→ **WHAT IS BEING ASKED**
In the entries that follow, find each line with the word "absolute" and copy it.

Stored items:
****************

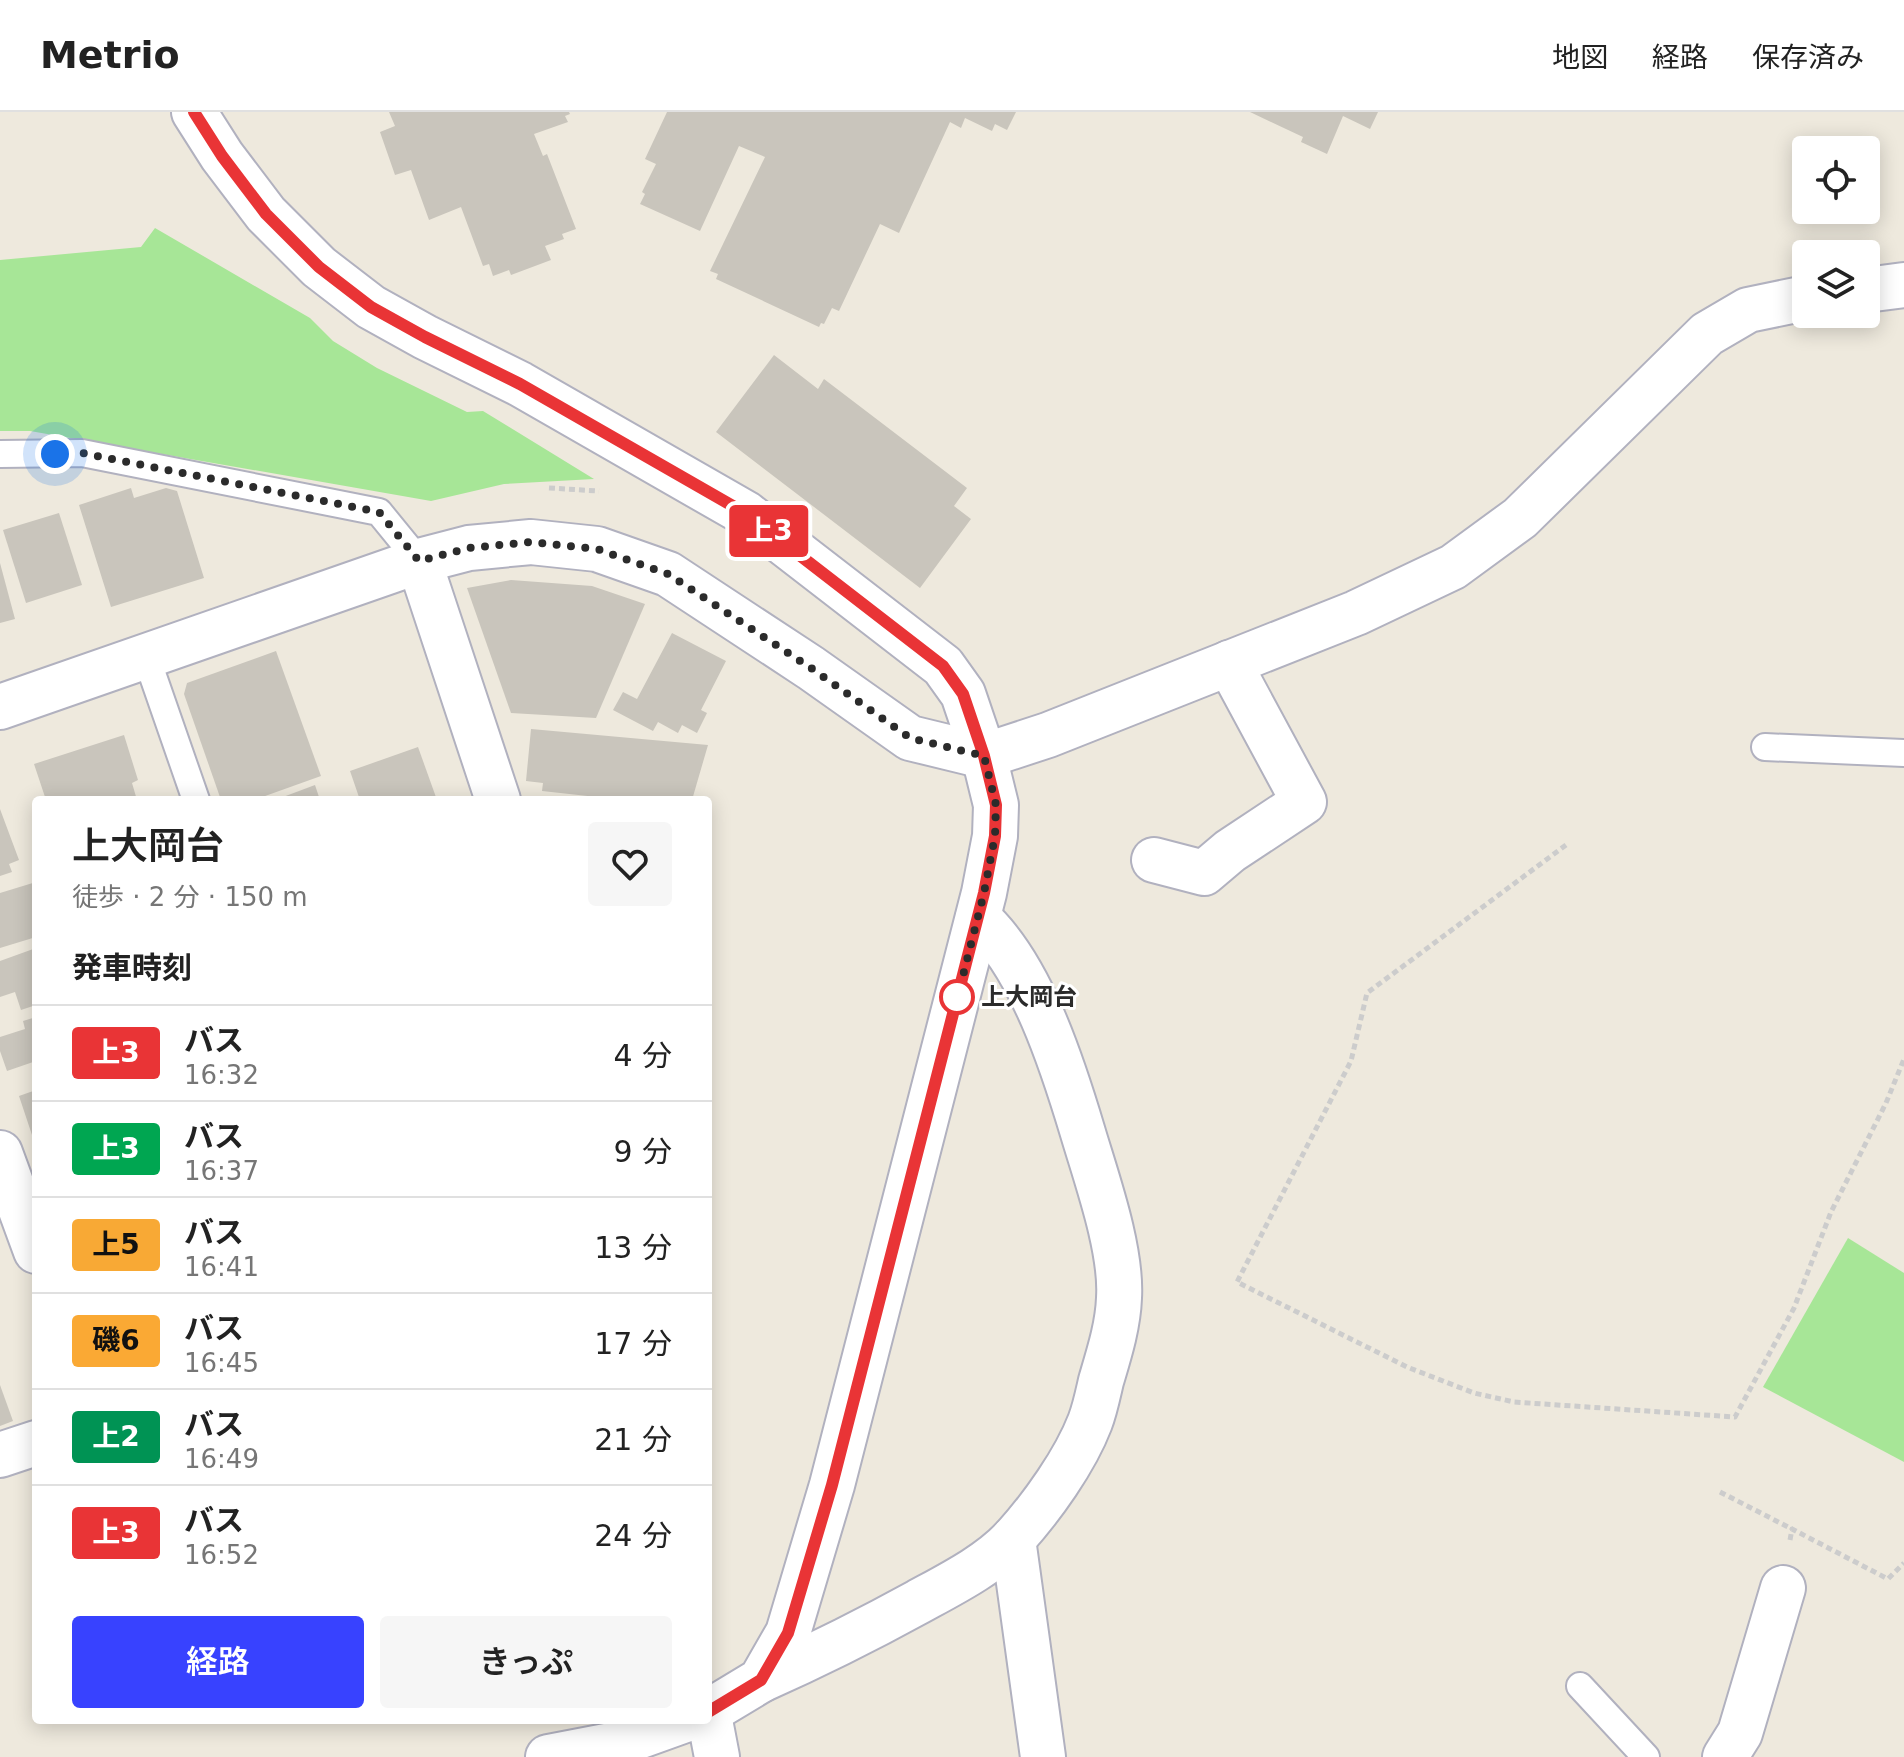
<!DOCTYPE html>
<html lang="ja">
<head>
<meta charset="utf-8">
<style>
  body { margin:0; font-family:"DejaVu Sans","Noto Sans JP",sans-serif; background:#f6f6f6; color:#222; height:100vh; display:flex; flex-direction:column; font-size:30px; white-space:nowrap }
  * { box-sizing:border-box; margin:0 }
  p { font-size:26px; color:#767676 }
  .icon { flex:none; width:44px; height:44px; fill:none; stroke:currentColor; stroke-width:2; stroke-linecap:round; stroke-linejoin:round }
  .map { position:relative; flex:1; overflow:hidden }
  .drawer { position:absolute; left:32px; top:684px; width:680px; height:928px; display:flex; flex-direction:column; background:#fff; border-radius:8px; box-shadow:0 4px 20px #0003 }
  .drawer>* { flex:none }
  .badge { padding:0 16px; border-radius:6px; font-size:28px; line-height:52px }
  .tools { position:absolute; left:1792px; top:24px; display:grid; gap:16px }
  .tools a { display:grid; place-items:center; width:88px; height:88px; border-radius:8px; background:#fff; box-shadow:0 4px 20px #0003; font-size:40px }
  .you { position:absolute; width:40px; height:40px; margin:-20px; border:6px solid #fff; border-radius:50%; background:#1a73e8; box-shadow:0 0 0 12px #1a73e833 }
  .map>.badge { position:absolute; translate:-50% -50%; box-shadow:0 0 0 4px #fff }
  h2 { padding:0 40px; font-size:30px; line-height:72px }
  .round { display:grid; place-items:center; flex:none; width:84px; height:84px; border-radius:8px; background:#f6f6f6 }
  .summary { display:flex; align-items:center; justify-content:space-between; height:136px; padding:0 40px }
  h1 { font-size:38px; font-weight:600; line-height:60px }
  .primary-button { display:flex; gap:16px; margin-top:auto; padding:16px 40px }
  .primary-button a { flex:1; height:92px; border-radius:8px; background:#3842ff; color:#fff; font-size:32px; font-weight:600; line-height:92px; text-align:center }
  .primary-button a+a { background:#f6f6f6; color:#222 }
  ul { padding:0; list-style:none }
  li { display:flex; align-items:center; gap:24px; height:96px; padding:0 40px; border-top:2px solid #e0e0e0 }
  li div { flex:1 }
  li b { display:block; font-size:30px }
  li em { font-style:normal }
  li .badge { min-width:88px; font-weight:700; text-align:center }
  header { display:flex; align-items:center; gap:48px; box-sizing:border-box; height:112px; padding:0 40px; background:#fff; border-bottom:2px solid #e0e0e0 }
  header strong { font-size:38px }
  nav { display:flex; gap:44px; margin-inline-start:auto; font-size:28px }
  .map>svg:first-child { display:block }
  .green { fill:#a7e697 }
  .building { fill:#c9c5bc }
  .lines { fill:none; stroke-linecap:round; stroke-linejoin:round }
  .service-casing { stroke:#b1b1bf; stroke-width:30 }
  .minor-casing { stroke:#b1b1bf; stroke-width:48 }
  .tertiary-casing { stroke:#b1b1bf; stroke-width:48 }
  .path { stroke:#ccc; stroke-width:5; stroke-dasharray:6 4; stroke-linecap:butt }
  .service { stroke:#fff; stroke-width:26 }
  .minor { stroke:#fff; stroke-width:44 }
  .tertiary { stroke:#fff; stroke-width:44 }
  .line-casing { stroke:#fff; stroke-width:18 }
  .line { stroke:#e93436; stroke-width:12 }
  .walk { stroke:#2b2b2b; stroke-width:8; stroke-dasharray:0 14.4 }
  .stop-dot { fill:#fff; stroke:#e93436; stroke-width:4 }
  .labels { text-anchor:middle; dominant-baseline:central; stroke-width:6; stroke-linejoin:round; paint-order:stroke }
  .stop-label { font-size:24px; font-weight:bold; fill:#2b2b2b; stroke:#fff; text-anchor:start }
</style>
</head>
<body>
<header>
<strong>Metrio</strong>
<nav><a>地図</a><a>経路</a><a>保存済み</a></nav>
</header>
<div class="map">
<svg width="1904" height="1645" viewBox="0 0 1904 1645">
  <rect width="100%" height="100%" fill="#eee9dd"/>
  <g class="green">
    <polygon points="155,116 310,206 333,229 377,256 467,300 483,299 594,367 504,372 431,389 30,319 0,319 0,148 141,135"/>
    <polygon points="1848,1126 1904,1161 1904,1350 1763,1275"/>
  </g>
  <g class="building">
    <polygon points="389,0 569,0 570,2 565,4 568,10 534,22 543,44 547,42 576,117 562,122 564,127 545,134 551,148 511,163 509,158 493,164 489,152 483,154 461,95 429,108 411,58 395,63 380,20 395,14"/>
    <polygon points="667,0 1016,0 1007,18 995,12 992,19 965,6 961,16 950,10 899,121 880,112 839,199 832,196 824,212 821,211 819,215 716,167 718,162 710,159 765,45 739,34 700,119 640,92 645,82 642,80 656,52 645,47"/>
    <polygon points="1250,0 1378,0 1370,17 1343,4 1327,42 1301,30 1303,25"/>
    <polygon points="774,243 818,277 824,267 967,376 954,394 971,407 920,476 716,320"/>
    <polygon points="131,376 134,386 166,376 177,379 204,466 111,495 79,393"/>
    <polygon points="59,401 82,473 26,491 3,418"/>
    <polygon points="0,451 15,507 0,511"/>
    <polygon points="511,468 592,474 645,492 596,606 511,601 467,476"/>
    <polygon points="672,521 726,549 701,598 707,601 697,621 682,613 678,621 658,610 653,619 613,598 623,580 637,587"/>
    <polygon points="276,539 321,664 254,688 221,688 184,582 187,571"/>
    <polygon points="531,617 708,633 692,688 624,688 542,679 543,671 526,669"/>
    <polygon points="124,623 138,668 132,671 137,688 46,688 34,652"/>
    <polygon points="418,635 437,688 360,688 350,659"/>
    <polygon points="315,673 320,688 275,688"/>
    <polygon points="0,697 19,748 9,752 12,760 0,764"/>
    <polygon points="36,770 36,825 0,836 0,781"/>
    <polygon points="36,836 36,893 21,898 15,880 0,885 0,849"/>
    <polygon points="36,905 36,949 7,959 0,939 0,925 25,917 23,909"/>
    <polygon points="36,978 36,1025 33,1026 19,984"/>
    <polygon points="0,1273 13,1309 0,1314"/>
  </g>
  <g class="lines">
    <g class="service-casing">
      <g id="service">
        <polyline points="0,342 82,341 379,400 419,449"/>
        <polyline points="146,544 196,688"/>
        <polyline points="1765,635 1904,641"/>
        <polyline points="1580,1574 1646,1645"/>
      </g>
    </g>
    <g class="minor-casing">
      <g id="minor">
        <polyline points="419,449 498,688"/>
        <polyline points="1154,748 1204,761 1230,739 1304,690 1229,551"/>
        <polyline points="0,1041 36,1139"/>
        <polyline points="0,1343 36,1331"/>
        <polyline points="1013,1427 1043,1645"/>
        <path d="M761 1568C815 1544 867 1518 918 1490 951 1472 989 1453 1014 1426 1042 1395 1075 1349 1090 1310 1095 1297 1098 1282 1101 1269 1109 1242 1118 1214 1119 1186 1122 1138 1097 1068 1083 1021 1063 954 1031 853 978 806"/>
        <polyline points="708,1598 717,1645"/>
        <polyline points="1725,1645 1740,1621 1783,1476"/>
      </g>
    </g>
    <g class="tertiary-casing">
      <g id="tertiary">
        <polyline points="194,0 222,44 266,102 319,155 371,195 425,225 520,272 745,401 943,554 963,582 984,644 996,693 995,724 984,781 832,1373 788,1521 761,1568 708,1600"/>
        <polyline points="1866,178 1904,173"/>
        <polyline points="0,595 419,449 469,436 531,430 597,437 668,462 811,556 910,626 984,644 1048,623 1356,501 1453,455 1520,406 1707,222 1748,198 1806,186"/>
        <polyline points="548,1645 621,1631 685,1608"/>
      </g>
    </g>
    <g class="path">
      <polyline points="549,376 599,379"/>
      <polyline points="1566,733 1367,881 1351,949 1237,1170 1407,1255 1474,1281 1514,1290 1735,1305 1794,1196 1831,1100 1886,991 1904,947"/>
      <polyline points="1720,1380 1792,1417"/>
      <polyline points="1790,1428 1792,1417 1888,1467 1904,1451"/>
    </g>
    <use href="#service" class="service"/>
    <use href="#minor" class="minor"/>
    <use href="#tertiary" class="tertiary"/>
  </g>
  <g class="lines">
    <g class="line-casing">
      <polyline id="line" points="194,0 222,44 266,102 319,155 371,195 425,225 520,272 745,401 943,554 963,582 984,644 996,693 995,724 984,781 832,1373 788,1521 761,1568 708,1600"/>
    </g>
    <use href="#line" class="line"/>
    <polyline class="walk" points="55,342 82,341 379,400 419,449 469,436 531,430 597,437 668,462 811,556 910,626 984,644 996,693 995,724 984,781 955,895 957,885"/>
  </g>
  <circle class="stop-dot" cx="957" cy="885" r="16"/>
  <g class="labels">
    <g class="stop-label">
      <text x="981" y="885">上大岡台</text>
    </g>
  </g>
</svg>
<div class="tools">
<a><svg class="icon" aria-label="locate" viewBox="0 0 24 24"><circle cx="12" cy="12" r="6"/><path d="M12 2v4M12 18v4M2 12h4M18 12h4"/></svg></a>
<a><svg class="icon" aria-label="layers" viewBox="0 0 24 24"><path d="M12 4l9 5-9 5-9-5zM3 14l9 5 9-5"/></svg></a>
</div>
<div class="you" style="left:55px;top:342px"></div>
<b class="badge" style="left:769px;top:419px;background:#e93436;color:#fff">上3</b>
<section class="drawer">
<div class="summary"><div><h1>上大岡台</h1><p>徒歩 · 2 分 · 150 m</p></div><a class="round"><svg class="icon" aria-label="heart" viewBox="0 0 24 24"><path d="M12 20l-8-8c-3-5 5-10 8-4 3-6 11-1 8 4z"/></svg></a></div>
<h2>発車時刻</h2>
<ul>
<li><span class="badge" style="background:#e93436;color:#fff">上3</span><div><b>バス</b><p>16:32</p></div><em>4 分</em></li>
<li><span class="badge" style="background:#00a651;color:#fff">上3</span><div><b>バス</b><p>16:37</p></div><em>9 分</em></li>
<li><span class="badge" style="background:#f8a935;color:#111">上5</span><div><b>バス</b><p>16:41</p></div><em>13 分</em></li>
<li><span class="badge" style="background:#faa934;color:#111">磯6</span><div><b>バス</b><p>16:45</p></div><em>17 分</em></li>
<li><span class="badge" style="background:#009354;color:#fff">上2</span><div><b>バス</b><p>16:49</p></div><em>21 分</em></li>
<li><span class="badge" style="background:#e93436;color:#fff">上3</span><div><b>バス</b><p>16:52</p></div><em>24 分</em></li>
</ul>
<div class="primary-button"><a>経路</a><a>きっぷ</a></div>
</section>
</div>
</body>
</html>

****************

→ **REPLY TO THE TASK**
  .drawer { position:absolute; left:32px; top:684px; width:680px; height:928px; display:flex; flex-direction:column; background:#fff; border-radius:8px; box-shadow:0 4px 20px #0003 }
  .tools { position:absolute; left:1792px; top:24px; display:grid; gap:16px }
  .you { position:absolute; width:40px; height:40px; margin:-20px; border:6px solid #fff; border-radius:50%; background:#1a73e8; box-shadow:0 0 0 12px #1a73e833 }
  .map>.badge { position:absolute; translate:-50% -50%; box-shadow:0 0 0 4px #fff }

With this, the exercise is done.